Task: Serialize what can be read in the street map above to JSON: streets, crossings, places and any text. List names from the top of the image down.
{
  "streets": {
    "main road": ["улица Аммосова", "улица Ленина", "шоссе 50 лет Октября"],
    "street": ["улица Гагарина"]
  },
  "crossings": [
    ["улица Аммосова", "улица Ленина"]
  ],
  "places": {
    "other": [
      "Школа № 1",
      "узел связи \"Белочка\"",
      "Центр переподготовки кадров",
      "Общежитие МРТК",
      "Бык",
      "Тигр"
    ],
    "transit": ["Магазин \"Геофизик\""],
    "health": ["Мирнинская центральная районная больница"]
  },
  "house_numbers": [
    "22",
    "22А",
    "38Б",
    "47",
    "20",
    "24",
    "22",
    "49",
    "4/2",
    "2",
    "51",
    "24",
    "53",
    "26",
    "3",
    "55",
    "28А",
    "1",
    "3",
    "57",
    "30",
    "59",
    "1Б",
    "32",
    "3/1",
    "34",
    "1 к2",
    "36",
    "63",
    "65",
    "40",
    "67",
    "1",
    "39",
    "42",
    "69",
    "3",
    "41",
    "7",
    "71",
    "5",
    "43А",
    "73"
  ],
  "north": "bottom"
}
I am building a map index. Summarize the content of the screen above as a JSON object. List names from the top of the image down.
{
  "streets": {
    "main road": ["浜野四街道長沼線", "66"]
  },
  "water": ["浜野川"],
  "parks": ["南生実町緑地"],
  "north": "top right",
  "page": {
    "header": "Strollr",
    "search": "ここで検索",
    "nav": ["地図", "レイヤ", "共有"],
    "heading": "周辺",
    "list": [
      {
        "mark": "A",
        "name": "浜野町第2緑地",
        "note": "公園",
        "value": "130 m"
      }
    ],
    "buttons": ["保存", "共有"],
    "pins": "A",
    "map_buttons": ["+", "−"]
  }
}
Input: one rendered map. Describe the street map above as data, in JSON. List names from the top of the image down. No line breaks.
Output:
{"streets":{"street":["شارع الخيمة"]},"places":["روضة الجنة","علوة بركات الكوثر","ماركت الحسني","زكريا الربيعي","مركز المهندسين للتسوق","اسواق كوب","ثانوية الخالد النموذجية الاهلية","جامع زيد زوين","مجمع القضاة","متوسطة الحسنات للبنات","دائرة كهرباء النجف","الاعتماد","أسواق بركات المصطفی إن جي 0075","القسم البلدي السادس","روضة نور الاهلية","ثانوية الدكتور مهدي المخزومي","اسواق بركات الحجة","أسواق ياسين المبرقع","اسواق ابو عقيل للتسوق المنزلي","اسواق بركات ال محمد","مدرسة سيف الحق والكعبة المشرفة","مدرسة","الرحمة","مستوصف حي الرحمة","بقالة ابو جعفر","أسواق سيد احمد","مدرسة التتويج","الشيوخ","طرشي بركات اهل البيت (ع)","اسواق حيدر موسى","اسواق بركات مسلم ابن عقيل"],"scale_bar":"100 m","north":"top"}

##########

Exercise:
Copy out, from the data above, each line where the string "road" is present.

Task response:
    "main road": ["улица Аммосова", "улица Ленина", "шоссе 50 лет Октября"],
    "main road": ["浜野四街道長沼線", "66"]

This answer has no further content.